After I was fired by Starbucks back in September, I needed to find a new (and maybe even the first) purpose in life. I began taking my mission seriously and took my Fighting Anorexia blog and the podcast to a whole new level by not only sharing my side of the story, but by also wanting to help others who were still critically sick. I was flourishing as a person and I was growing every single day.

I worked my butt off, read thousandth of business blog posts, many books on the subject and started to take myself and my business seriously. I gained confidence and I grew my blog to over 2000 amazing readers in only a few months. I wrote my first guide and I was genuinely happy with all aspects of my life. I thought that I had finally uncovered the myth of having a happy spirit and mind: do what yo u love.

Today, however, I went back to work for said company and as I write this, I am more than miserable.

Why did I go back, you ask? Well, I still have A LOT of debt dating back to the 3 months of having to undergo treatment for my eating disorder and keeping several blogs and podcasts alive, tends to become a bit pricy over time.

While I was writing The Ultimate Guide to a Healthy Body Image, I thought that this guide, which I strongly believe in, would help me pay off some debt and at least cover the monthly fees of hosting and other services I use to keep the business going. But, that was not the case. Don’t get me wrong, I sold many copies, but not as much as I would have hoped for (and I want to add here that I wished more people would be brave enough to work on their body image!).

So, instead of wining about it, I thought, I’d do the right and responsible thing and go back to “real” life and earn some real money.

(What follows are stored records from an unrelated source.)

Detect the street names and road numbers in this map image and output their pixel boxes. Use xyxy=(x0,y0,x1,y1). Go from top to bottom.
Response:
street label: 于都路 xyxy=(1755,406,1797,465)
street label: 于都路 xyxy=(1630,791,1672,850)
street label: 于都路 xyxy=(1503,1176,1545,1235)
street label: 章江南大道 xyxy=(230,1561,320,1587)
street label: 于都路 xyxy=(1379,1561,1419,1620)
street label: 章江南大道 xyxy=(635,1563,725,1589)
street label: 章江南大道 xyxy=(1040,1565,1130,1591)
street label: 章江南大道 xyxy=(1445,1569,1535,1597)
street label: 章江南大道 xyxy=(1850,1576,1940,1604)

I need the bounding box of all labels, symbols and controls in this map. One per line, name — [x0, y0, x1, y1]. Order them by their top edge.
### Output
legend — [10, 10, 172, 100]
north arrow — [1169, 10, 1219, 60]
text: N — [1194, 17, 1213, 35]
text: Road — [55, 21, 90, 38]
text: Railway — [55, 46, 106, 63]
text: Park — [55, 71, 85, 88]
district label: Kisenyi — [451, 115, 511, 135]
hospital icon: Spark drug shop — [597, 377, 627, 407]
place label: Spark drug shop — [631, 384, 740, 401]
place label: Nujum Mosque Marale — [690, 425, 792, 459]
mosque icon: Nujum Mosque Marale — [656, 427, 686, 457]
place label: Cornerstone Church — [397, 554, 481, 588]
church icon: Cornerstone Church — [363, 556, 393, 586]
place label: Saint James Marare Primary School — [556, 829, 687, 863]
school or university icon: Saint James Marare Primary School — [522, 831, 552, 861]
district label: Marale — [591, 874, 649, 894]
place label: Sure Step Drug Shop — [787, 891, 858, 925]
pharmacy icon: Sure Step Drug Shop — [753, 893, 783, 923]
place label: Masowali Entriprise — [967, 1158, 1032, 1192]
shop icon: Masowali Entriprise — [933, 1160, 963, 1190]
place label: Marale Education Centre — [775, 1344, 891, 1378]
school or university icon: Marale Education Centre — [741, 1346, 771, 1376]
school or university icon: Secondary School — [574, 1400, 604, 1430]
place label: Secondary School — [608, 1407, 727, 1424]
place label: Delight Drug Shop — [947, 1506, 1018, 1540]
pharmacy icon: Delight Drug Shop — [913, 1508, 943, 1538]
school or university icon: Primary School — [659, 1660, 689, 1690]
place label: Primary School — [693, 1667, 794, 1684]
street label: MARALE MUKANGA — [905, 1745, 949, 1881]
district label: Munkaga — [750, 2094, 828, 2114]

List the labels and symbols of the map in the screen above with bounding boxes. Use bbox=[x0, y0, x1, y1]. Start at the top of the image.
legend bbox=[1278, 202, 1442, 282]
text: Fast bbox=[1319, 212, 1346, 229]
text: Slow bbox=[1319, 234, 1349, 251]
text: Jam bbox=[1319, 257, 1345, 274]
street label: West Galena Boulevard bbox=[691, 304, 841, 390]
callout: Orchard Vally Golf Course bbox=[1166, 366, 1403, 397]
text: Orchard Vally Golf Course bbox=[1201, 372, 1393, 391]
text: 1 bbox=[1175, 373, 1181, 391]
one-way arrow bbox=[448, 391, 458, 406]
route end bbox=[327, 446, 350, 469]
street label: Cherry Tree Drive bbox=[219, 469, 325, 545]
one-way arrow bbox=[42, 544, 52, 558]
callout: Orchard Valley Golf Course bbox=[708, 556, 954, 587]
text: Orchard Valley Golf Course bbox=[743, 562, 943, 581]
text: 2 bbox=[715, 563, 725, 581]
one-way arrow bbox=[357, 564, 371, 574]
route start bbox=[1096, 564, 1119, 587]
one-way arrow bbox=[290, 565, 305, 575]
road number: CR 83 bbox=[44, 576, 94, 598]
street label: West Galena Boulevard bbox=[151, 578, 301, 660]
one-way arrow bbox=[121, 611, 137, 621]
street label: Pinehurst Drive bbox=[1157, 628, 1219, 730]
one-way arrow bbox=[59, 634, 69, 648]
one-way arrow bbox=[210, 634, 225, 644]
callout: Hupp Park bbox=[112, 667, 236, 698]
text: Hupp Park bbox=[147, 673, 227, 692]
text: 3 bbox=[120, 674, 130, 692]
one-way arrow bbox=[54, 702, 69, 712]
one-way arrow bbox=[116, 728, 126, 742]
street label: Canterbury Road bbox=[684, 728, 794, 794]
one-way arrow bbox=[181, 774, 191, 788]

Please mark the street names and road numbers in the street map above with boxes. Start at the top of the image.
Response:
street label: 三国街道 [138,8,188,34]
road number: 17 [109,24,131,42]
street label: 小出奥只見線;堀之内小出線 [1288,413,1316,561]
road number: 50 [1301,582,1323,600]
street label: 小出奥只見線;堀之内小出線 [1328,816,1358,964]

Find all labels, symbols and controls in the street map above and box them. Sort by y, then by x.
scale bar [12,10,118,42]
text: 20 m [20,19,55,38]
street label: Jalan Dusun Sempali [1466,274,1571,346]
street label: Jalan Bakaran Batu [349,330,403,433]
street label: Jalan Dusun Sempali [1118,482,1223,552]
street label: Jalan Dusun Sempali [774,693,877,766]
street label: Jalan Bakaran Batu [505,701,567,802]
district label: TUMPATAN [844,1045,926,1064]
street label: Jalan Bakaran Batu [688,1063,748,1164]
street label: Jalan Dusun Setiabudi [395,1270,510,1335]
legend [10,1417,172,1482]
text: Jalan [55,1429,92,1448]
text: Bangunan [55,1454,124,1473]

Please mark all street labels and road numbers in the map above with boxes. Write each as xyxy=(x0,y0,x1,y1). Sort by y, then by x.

Yeah, it was  a BAD idea. So, SO bad, Anne-Sophie!!!!

I feel like a caged bird that has been given the chance to experience liberty for a glimpse, only to be thrown back to reality.

I started the day, calling my mom, sobbing, desperate for some positive reinforcement. I wanted her to empower me to make it though this day, that I already considered as a “wasted” one. I wanted her to tell me that my eating disorder does not have the right to tell me, this won’t work because I don’t have the scheduled meal times, that I desperately rely on. And at the same time, I needed her to understand, how freaking difficult this was for me, a recovering eating disorder woman, wanting to make a difference in this world.

I went to work, literally tears streaming down my face (I am not trying to be melodramatic here, but simply state the facts), thinking of all the amazing things I’d rather do.

But I did the right thing (or did I?) and put on a smiling face, shared my excitement about this great opportunity and prepared one latte after the other for 9 loooooooong hours.

Now, I may sound as a winy girl being so lazy that she simply doesn’t want to do any work at all.

But that is NOT the case. I love to work a lot. In fact, I have worked more than any other kid I have ever gotten to know in elementary school, high school and later college. I studied ours upon ours to please one teacher and then did the same for the other. I woke up, despising what I had to go through on this very day and I went to bed, hating what I had to face tomorrow. But I did it. Every single day. No matter my sentiments.  I knew that life would always suck, so why would I even question that notion?

As you can tell,I have always known hard work, but I have never experienced the joy of working. Never? Well, not until I started thinking of my life’s work as an actual business, not until I came to the conclusion that my words could really make a difference in other people’s lives.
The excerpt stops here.